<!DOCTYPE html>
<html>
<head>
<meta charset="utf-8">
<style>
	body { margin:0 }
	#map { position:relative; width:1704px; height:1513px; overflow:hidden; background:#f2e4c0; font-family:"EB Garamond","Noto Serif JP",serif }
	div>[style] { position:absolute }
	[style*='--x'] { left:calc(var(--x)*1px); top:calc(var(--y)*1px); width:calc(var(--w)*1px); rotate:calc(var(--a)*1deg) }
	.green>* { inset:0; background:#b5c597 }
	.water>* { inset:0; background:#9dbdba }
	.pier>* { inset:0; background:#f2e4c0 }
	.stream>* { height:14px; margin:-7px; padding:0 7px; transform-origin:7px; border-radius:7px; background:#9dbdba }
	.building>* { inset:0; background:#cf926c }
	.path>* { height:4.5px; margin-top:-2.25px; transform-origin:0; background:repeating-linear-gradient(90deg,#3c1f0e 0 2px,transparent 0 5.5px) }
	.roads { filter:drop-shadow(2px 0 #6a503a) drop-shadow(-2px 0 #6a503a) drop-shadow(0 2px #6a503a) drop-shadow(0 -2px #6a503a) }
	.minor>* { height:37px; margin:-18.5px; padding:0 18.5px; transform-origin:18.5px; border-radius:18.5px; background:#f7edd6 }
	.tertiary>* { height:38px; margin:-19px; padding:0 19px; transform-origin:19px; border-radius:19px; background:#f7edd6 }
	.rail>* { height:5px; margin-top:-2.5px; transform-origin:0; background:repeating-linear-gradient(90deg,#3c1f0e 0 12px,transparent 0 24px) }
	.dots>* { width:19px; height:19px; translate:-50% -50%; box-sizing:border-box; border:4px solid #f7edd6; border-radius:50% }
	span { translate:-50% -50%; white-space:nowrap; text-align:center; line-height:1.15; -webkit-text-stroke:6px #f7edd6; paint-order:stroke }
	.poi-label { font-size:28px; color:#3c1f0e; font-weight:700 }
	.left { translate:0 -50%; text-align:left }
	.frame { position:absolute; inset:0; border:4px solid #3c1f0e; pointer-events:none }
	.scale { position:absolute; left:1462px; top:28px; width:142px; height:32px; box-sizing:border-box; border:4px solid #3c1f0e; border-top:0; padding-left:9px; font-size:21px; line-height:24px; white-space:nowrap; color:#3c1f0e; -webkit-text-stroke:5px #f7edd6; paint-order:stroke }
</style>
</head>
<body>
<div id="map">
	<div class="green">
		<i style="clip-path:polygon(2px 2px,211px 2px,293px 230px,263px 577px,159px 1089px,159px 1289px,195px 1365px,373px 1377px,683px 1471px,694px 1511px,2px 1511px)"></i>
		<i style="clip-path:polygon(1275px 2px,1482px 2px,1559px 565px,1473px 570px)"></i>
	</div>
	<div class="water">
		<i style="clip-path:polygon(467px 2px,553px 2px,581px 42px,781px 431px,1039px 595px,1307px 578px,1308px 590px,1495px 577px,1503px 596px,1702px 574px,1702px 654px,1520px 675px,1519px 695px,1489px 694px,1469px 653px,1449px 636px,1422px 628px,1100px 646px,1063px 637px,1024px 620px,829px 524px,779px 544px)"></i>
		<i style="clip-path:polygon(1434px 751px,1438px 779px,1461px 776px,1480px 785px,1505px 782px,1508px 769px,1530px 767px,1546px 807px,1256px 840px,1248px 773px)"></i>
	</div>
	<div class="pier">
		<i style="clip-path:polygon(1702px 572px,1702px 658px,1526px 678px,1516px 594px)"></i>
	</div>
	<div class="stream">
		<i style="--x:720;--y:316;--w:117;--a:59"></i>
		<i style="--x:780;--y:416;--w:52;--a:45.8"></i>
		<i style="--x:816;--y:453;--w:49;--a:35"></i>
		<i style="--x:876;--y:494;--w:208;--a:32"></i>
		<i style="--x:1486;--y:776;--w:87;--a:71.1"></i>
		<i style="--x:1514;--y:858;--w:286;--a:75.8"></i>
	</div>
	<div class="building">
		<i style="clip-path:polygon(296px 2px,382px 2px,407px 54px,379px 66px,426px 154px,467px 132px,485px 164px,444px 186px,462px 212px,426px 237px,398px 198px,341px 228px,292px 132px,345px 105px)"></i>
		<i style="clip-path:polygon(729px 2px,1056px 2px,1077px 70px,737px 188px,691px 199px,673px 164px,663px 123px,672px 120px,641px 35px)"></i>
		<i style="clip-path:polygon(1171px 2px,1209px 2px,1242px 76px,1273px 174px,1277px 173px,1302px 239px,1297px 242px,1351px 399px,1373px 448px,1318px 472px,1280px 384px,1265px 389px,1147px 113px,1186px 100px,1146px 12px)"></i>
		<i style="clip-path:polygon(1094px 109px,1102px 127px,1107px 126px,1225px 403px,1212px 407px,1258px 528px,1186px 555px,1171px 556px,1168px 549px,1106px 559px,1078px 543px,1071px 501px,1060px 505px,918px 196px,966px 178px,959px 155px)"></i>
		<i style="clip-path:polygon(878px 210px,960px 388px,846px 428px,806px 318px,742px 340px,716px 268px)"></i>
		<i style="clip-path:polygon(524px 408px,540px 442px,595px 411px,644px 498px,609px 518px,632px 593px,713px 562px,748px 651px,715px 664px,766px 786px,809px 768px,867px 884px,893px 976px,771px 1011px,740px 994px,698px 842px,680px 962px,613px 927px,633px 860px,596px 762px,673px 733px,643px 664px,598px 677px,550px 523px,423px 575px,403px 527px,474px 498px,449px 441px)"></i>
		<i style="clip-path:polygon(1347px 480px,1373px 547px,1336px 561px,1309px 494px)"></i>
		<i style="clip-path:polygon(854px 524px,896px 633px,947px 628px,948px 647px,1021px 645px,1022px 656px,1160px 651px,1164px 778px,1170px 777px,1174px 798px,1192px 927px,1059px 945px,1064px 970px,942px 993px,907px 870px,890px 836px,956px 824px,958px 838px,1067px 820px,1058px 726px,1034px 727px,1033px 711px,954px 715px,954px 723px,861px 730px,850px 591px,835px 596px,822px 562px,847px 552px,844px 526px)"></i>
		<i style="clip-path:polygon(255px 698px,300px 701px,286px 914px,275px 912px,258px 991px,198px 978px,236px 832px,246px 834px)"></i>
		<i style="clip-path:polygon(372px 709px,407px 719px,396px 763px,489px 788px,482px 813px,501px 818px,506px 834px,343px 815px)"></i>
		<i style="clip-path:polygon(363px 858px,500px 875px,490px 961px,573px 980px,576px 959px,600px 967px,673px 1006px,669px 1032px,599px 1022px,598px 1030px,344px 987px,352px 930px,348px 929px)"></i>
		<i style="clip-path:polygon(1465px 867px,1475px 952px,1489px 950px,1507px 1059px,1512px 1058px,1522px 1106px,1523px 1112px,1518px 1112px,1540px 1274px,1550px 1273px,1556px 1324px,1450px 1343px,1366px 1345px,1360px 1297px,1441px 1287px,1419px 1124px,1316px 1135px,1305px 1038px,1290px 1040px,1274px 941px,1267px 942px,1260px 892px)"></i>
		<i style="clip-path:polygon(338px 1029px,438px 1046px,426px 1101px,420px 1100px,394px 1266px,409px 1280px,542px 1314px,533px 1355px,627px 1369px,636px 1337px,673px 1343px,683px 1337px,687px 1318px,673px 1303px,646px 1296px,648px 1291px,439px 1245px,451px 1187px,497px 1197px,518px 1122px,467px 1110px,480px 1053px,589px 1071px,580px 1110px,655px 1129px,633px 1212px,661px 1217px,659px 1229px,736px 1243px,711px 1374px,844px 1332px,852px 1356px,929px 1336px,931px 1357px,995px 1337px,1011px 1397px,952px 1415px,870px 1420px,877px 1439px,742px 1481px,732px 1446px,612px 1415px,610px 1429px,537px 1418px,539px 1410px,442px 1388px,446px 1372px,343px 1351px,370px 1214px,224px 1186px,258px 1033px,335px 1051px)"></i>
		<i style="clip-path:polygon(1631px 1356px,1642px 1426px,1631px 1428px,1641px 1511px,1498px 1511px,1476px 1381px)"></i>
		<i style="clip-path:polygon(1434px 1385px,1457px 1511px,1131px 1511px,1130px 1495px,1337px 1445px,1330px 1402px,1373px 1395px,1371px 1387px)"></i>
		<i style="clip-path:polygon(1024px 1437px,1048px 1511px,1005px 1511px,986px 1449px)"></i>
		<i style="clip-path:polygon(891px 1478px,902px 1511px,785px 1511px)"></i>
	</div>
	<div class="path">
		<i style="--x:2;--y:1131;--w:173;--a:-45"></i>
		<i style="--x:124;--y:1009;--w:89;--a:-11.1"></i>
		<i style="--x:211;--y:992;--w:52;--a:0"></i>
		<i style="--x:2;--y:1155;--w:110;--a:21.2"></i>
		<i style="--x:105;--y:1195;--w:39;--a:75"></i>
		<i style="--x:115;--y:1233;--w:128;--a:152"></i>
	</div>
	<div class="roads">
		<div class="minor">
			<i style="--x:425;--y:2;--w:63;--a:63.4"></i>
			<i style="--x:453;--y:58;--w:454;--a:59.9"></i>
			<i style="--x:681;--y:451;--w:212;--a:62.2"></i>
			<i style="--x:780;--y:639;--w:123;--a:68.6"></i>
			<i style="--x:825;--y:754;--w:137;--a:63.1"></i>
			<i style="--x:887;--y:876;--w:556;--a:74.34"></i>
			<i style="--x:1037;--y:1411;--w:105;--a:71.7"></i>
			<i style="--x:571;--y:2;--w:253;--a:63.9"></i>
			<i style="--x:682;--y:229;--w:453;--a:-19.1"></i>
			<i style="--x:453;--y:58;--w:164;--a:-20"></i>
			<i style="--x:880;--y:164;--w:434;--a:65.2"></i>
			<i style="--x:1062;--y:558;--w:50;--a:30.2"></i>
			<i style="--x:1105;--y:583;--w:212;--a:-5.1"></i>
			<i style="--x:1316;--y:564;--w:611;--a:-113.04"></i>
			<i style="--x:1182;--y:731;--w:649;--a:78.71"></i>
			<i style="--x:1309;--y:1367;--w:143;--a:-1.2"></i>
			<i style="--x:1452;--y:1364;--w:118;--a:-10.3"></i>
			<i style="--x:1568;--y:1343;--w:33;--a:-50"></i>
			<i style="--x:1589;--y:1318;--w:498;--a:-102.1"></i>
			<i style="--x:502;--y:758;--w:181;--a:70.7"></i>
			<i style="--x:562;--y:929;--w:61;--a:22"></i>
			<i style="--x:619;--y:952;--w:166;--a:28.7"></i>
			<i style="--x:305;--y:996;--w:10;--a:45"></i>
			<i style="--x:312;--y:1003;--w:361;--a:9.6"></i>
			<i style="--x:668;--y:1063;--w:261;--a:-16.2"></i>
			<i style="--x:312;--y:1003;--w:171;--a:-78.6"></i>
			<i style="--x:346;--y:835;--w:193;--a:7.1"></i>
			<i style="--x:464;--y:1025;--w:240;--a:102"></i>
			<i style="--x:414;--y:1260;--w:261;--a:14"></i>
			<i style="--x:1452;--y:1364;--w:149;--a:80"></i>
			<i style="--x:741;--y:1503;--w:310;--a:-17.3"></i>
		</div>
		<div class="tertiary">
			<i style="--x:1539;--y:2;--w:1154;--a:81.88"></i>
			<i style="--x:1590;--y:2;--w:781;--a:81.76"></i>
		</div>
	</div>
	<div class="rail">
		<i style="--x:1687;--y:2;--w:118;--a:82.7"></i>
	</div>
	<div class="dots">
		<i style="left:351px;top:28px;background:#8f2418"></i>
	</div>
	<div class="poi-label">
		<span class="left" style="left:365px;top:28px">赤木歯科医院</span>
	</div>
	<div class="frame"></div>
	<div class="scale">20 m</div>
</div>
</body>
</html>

- TASK PROMPT -
Would you show all lines of the material above that contain the word "roads"?

- WRITTEN ANSWER -
	.roads { filter:drop-shadow(2px 0 #6a503a) drop-shadow(-2px 0 #6a503a) drop-shadow(0 2px #6a503a) drop-shadow(0 -2px #6a503a) }
	<div class="roads">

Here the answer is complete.